Indian Head Massage is one of the most popular complementary therapies available today. Like many complementary therapies, it focuses on holistic care, concentrating on maintaining and improving health rather than just treating pain and disease. The term ‘holistic’ comes from the Greek word ‘holos’ meaning whole or complete. The holistic approach takes into account the physical, mental, emotional and social factors in a person’s life rather than just a diagnosed disease or condition. Holistic practitioners consider the effects of integral biology when consulting with a client before treatment. Integral biology is the study of our environment’s effects on our physical and mental health, because everything we do in our daily lives can have a positive or negative effect upon our bodies. For example, a cramped living environment can cause stress and related conditions such as anxiety and depression. Lack of exercise and a poor diet may cause similar problems, while a balanced diet and regular exercise can promote positive energy, vitality and mood. Many of the advancements of our modern world, such as computers, mobile phones, processed food, chemicals and pollution, can have damaging effects on our minds and bodies. Holistic care aims to create balance and harmony in the body, a state known as ‘homeostasis’.
Indian Head Massage is probably the most accessible holistic treatment available as it requires no undressing or use of specialist equipment and can be done almost anywhere. It can benefit all age groups, from calming down over-excited children and anxious teenagers to providing nurturing touch for the elderly. It is particularly suited to the busy office environment as it quickly relieves stress and can even be done in the office chair!
The techniques are easy to learn and target areas of the body most vulnerable to the effects of stress and tension. Whether you are new to massage or an experienced therapist wishing to add this wonderful skill to your repertoire, as you learn the techniques of Indian Head Massage, you will find yourself much in demand among your friends, families and clients. You will also learn some self-help techniques to enable you to deal with your own everyday stresses and strains.
Indian Head Massage Techniques Photo Gallery
Although the name may suggest that it only works on the head, the treatment also works on the shoulders, arms, neck and face, releasing the tension that builds up in these areas due to poor posture as well as emotional and physical stress. It stimulates the circulation of blood and lymph, encouraging efficient delivery of oxygen and nutrients to the hair and scalp, and aids the elimination of waste products. Following a treatment, clients often report feeling deeply relaxed or newly invigorated. The many other benefits of Indian Head Massage are described in this blog and you will learn how techniques can be adapted to suit the situation or the individual client. We hope that you will enjoy learning this fascinating new skill and that it will enhance your life (and your practice if you are a therapist) as much as it has done for us.

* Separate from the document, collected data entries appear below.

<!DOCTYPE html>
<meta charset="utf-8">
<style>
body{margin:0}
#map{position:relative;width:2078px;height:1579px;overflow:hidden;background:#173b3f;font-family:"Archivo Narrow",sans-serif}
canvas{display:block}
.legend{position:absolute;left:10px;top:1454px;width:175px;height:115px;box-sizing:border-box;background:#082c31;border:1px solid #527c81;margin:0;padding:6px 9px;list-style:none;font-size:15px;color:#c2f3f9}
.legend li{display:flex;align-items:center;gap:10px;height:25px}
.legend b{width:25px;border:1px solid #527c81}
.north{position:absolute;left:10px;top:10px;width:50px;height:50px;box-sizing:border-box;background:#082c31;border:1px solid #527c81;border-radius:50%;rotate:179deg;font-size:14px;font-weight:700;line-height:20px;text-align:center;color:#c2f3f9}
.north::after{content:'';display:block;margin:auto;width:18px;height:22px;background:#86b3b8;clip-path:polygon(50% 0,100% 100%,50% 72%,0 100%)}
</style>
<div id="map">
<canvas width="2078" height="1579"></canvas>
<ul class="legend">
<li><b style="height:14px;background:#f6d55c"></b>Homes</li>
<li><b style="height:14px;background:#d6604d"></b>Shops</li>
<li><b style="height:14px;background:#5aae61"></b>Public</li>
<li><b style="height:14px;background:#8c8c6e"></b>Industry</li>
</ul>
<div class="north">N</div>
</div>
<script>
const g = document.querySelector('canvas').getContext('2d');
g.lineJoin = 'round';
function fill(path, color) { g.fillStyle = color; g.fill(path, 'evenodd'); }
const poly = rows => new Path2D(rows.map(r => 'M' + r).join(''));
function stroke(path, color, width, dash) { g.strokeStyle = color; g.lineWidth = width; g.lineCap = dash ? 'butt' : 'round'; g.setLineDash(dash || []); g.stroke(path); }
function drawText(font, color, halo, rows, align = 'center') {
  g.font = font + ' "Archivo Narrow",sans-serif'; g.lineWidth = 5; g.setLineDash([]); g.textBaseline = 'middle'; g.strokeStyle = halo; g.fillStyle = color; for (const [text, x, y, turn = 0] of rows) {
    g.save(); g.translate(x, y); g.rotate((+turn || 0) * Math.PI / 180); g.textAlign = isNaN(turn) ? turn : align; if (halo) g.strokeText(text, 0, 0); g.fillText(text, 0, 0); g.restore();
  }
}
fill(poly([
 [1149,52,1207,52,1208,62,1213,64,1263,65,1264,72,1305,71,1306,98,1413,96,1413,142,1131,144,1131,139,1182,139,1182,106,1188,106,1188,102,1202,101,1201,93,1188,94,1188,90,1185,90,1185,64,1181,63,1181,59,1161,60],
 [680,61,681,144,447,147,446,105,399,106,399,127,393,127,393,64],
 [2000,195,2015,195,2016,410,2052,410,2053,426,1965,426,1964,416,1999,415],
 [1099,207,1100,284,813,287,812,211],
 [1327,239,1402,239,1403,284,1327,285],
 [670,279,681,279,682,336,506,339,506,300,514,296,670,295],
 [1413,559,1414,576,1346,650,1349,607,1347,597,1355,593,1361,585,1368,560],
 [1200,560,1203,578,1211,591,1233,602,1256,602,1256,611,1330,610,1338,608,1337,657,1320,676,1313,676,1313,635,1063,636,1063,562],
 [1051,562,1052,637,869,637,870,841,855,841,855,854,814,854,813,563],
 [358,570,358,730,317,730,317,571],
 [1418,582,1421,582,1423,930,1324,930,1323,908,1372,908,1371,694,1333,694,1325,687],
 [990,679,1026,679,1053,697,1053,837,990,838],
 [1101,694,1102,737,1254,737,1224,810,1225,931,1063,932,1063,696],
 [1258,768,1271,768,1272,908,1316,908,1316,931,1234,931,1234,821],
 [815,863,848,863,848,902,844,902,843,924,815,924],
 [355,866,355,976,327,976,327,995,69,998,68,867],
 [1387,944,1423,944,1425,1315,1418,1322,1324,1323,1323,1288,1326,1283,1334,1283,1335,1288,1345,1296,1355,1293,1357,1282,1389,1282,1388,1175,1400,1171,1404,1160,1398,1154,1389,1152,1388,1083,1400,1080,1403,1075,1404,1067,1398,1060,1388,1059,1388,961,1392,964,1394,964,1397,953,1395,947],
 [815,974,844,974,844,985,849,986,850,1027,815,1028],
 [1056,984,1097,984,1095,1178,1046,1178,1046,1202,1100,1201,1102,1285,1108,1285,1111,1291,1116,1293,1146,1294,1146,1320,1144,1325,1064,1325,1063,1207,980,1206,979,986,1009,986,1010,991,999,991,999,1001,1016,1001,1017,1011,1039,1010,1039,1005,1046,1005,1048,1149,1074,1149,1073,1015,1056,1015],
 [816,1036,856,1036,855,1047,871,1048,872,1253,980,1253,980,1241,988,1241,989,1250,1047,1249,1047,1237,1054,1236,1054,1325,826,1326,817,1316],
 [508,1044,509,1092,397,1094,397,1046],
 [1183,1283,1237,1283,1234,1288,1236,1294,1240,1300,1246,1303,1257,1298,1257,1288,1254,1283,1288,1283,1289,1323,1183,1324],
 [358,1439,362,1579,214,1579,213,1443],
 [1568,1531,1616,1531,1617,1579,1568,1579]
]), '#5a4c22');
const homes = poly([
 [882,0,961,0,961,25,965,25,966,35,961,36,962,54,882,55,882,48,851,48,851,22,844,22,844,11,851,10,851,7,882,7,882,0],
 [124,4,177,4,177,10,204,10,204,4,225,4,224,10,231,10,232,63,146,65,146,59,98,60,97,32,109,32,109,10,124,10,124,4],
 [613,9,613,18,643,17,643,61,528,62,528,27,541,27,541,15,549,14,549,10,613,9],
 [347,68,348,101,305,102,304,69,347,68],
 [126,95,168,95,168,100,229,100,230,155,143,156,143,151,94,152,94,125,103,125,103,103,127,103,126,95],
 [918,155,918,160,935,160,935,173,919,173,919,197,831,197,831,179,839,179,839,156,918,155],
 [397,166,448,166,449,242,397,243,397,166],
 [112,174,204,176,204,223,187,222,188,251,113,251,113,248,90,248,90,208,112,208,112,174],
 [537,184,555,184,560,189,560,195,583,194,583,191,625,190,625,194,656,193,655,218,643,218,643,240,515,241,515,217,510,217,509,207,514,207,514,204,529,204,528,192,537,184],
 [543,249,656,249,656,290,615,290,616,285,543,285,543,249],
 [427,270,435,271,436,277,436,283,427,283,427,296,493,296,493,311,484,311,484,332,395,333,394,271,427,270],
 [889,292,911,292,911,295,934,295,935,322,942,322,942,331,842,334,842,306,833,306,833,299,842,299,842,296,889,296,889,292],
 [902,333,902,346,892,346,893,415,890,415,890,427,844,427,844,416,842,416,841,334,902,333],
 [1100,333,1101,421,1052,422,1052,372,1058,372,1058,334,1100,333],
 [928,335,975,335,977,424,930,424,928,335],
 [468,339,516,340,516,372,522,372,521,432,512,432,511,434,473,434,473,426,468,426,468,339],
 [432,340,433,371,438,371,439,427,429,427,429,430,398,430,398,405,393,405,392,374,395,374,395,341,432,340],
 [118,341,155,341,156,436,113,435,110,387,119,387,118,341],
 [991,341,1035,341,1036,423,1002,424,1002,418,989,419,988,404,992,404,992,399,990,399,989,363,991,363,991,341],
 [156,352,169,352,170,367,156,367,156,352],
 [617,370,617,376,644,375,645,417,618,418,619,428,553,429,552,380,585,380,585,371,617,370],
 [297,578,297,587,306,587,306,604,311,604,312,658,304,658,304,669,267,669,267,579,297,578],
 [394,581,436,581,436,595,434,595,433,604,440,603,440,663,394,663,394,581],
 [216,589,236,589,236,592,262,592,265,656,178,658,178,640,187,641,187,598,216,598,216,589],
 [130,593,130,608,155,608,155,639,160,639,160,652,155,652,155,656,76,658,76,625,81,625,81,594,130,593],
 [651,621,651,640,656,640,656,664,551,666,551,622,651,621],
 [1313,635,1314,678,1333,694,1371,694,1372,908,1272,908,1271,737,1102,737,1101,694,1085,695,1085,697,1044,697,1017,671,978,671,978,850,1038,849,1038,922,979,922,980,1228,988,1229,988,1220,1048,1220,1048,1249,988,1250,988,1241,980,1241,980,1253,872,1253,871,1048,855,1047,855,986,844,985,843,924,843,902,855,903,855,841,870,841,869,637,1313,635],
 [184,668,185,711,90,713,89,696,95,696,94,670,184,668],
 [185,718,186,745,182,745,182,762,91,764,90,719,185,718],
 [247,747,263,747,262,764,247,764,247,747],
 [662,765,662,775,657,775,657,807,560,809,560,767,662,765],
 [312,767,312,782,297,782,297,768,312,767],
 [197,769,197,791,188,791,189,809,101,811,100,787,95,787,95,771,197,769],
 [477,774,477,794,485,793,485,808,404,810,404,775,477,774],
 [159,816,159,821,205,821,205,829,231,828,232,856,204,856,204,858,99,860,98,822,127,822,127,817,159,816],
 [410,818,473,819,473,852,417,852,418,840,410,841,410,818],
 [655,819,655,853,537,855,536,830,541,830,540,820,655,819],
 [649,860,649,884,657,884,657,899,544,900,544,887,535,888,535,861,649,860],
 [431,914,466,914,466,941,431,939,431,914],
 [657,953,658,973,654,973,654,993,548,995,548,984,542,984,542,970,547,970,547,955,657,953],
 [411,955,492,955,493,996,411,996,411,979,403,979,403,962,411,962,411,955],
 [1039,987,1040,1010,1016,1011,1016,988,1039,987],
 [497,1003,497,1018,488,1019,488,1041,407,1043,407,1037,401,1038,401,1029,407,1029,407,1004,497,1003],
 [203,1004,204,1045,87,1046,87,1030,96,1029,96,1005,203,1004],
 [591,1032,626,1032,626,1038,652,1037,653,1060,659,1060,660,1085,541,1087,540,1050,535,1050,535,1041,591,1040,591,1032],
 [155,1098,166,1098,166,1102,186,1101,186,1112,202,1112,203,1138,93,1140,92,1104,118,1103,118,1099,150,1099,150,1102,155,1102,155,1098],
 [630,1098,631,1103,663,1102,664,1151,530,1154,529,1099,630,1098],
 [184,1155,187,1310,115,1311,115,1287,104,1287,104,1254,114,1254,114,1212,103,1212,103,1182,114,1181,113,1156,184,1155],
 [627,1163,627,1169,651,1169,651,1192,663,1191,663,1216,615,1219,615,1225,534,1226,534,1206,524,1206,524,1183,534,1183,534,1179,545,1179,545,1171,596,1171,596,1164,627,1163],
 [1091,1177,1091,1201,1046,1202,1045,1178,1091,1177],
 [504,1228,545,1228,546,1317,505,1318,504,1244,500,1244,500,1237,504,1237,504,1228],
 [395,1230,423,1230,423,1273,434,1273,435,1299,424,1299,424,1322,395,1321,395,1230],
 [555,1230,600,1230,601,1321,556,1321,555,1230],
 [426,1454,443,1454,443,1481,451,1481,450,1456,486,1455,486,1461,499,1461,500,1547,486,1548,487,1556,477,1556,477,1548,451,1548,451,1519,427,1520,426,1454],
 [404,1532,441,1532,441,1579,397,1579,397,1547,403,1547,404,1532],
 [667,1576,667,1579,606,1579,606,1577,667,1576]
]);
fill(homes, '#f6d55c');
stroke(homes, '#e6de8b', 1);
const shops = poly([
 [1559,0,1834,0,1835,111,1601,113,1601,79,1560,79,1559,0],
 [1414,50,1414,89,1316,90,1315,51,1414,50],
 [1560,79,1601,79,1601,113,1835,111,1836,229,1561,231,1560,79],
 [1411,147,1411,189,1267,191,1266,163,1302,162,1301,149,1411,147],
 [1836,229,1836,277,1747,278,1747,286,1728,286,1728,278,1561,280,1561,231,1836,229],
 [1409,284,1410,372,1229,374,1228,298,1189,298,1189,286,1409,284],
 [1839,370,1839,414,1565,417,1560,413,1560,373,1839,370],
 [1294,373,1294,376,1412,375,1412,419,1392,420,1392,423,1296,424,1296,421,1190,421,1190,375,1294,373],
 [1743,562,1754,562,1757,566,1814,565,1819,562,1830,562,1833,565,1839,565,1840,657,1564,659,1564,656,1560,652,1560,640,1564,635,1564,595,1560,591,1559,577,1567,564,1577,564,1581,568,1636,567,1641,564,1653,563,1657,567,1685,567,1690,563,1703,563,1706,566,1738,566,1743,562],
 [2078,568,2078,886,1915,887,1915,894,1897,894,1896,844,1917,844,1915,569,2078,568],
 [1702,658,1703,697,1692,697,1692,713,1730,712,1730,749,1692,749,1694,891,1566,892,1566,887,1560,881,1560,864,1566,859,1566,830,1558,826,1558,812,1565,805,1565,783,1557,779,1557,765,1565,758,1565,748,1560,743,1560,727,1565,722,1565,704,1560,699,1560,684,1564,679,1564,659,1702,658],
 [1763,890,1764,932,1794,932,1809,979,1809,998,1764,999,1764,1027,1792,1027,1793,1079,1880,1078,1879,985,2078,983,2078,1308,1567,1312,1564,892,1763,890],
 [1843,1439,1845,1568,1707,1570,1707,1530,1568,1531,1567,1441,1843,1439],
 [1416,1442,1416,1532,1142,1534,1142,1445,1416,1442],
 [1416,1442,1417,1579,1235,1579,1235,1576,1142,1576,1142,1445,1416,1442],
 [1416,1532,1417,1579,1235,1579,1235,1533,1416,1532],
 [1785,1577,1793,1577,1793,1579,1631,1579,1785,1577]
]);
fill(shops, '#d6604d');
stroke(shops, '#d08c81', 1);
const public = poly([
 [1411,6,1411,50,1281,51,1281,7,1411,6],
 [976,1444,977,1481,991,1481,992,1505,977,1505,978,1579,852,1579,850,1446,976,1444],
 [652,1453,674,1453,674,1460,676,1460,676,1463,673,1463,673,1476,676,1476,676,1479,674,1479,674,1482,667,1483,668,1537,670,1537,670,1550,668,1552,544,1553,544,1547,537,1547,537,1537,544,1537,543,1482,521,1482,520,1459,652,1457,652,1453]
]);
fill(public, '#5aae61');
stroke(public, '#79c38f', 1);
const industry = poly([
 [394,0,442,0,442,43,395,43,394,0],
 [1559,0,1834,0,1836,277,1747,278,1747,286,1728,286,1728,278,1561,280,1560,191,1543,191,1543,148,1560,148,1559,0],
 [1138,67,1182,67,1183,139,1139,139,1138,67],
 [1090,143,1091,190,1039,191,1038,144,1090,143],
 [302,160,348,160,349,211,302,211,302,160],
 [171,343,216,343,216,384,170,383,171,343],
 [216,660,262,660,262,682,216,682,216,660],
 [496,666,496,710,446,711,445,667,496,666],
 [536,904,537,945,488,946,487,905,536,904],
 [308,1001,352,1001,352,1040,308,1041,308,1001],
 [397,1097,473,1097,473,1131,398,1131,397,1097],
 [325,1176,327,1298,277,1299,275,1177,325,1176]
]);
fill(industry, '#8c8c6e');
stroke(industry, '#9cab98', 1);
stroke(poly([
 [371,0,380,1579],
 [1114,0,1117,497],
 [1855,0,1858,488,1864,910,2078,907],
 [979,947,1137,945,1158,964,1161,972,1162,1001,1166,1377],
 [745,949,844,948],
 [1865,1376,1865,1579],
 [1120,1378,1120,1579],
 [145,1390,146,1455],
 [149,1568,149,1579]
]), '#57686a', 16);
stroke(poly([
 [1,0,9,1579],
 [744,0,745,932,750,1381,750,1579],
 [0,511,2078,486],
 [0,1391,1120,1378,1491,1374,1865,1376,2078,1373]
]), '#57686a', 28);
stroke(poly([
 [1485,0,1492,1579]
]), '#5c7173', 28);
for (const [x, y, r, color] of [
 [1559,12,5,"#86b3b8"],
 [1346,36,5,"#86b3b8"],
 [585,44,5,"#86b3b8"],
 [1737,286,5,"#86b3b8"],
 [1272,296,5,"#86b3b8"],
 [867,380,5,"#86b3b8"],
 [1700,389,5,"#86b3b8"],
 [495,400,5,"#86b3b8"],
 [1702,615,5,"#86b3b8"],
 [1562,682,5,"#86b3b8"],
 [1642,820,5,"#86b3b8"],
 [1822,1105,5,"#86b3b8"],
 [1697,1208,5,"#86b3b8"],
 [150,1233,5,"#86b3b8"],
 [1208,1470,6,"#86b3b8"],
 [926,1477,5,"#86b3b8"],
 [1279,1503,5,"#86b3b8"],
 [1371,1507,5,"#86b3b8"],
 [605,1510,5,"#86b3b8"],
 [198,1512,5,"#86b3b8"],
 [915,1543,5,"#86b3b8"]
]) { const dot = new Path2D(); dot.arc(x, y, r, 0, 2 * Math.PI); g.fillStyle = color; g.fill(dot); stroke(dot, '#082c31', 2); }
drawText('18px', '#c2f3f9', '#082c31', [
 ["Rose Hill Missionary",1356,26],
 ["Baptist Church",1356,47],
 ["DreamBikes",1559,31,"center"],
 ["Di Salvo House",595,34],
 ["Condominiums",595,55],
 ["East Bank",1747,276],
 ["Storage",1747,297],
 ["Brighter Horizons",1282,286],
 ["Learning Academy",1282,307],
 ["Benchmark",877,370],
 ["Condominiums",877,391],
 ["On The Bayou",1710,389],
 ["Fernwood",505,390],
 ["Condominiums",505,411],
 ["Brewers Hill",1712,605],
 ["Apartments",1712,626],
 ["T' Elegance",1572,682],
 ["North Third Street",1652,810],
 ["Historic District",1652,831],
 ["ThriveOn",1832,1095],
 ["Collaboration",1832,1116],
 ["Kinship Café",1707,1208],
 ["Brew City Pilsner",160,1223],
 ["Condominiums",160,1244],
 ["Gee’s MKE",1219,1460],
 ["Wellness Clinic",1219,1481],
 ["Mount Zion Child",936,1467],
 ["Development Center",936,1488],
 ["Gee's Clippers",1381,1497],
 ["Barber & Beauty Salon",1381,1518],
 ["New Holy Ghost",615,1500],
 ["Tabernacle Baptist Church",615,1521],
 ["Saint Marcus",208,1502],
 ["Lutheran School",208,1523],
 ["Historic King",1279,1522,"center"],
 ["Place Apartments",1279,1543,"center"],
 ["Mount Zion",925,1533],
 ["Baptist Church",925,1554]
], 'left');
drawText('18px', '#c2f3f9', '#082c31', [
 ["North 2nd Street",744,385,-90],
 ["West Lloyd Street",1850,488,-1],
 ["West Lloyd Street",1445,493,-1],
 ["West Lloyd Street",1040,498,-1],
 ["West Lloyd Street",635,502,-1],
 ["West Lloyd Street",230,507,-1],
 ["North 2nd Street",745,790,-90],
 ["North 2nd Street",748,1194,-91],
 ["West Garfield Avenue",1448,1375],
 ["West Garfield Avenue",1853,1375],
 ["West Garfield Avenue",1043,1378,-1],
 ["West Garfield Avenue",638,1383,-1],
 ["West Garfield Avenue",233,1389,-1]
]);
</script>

Mark Twain, the American writer and traveller, went to India in 1896 and wrote:
‘Nothing has been left undone either by man or nature to make India the most extraordinary country that the sun visits on its rounds.’
India is a unique country; many see it as mysterious while to some it is the most magical land on earth. It is a land of contrasts with its bustling cities, dusty plains, lush forests, dramatic mountains, meandering rivers and vast coastline. It is scattered with sacred sites marking its rich history, and its landscape, sounds, aromas and people have inspired many epic stories and films. India has endured hundreds of years of foreign invasion and influence, yet its unique character remains untouched.
For centuries, India’s spiritual and healing traditions have inspired and influenced people across the globe. Famous for its rich religious
Mother Teresa traditions, four of the major world religions (Hinduism, Buddhism, Jainism and Sikhism) all have their origins in India. Travellers with a quest for adventure and self-discovery are drawn to its saints and sages, its yogis and gurus (‘gu’ means darkness, ‘ru’ means light). Local people and travellers contemplate life together in its ashrams (retreats). India has the power to touch the heart and soul like no other country. It was the adopted homeland of Mother Teresa (1910-1997), Nobel Peace Prize winner, world famous for her compassion and work with the poor; and the birthplace of many current day spiritual aspirants.
Today, many countries across the globe embrace India’s influence – its religious traditions, yoga, cuisine, and system of Ayurvedic healthcare. In recent years Indian Head Massage has also become hugely popular and benefited many.
To trace the history of Indian Head Massage, we first look to the ancient Indian texts. The Vedas, the oldest scriptures of Hinduism, were composed between 1500 and 1200 BC. ‘Veda’ (meaning ‘knowledge’) is from the ancient Sanskrit language, a classical language reserved for religious and scholarly use. These scriptures were originally formed of four main blogs, which included topics such as health, astrology, poetry and ethical living. Legend says they were composed from direct communication with the Divine received during meditation. These sacred texts form the basis of Ayurveda from which Indian Head Massage evolved.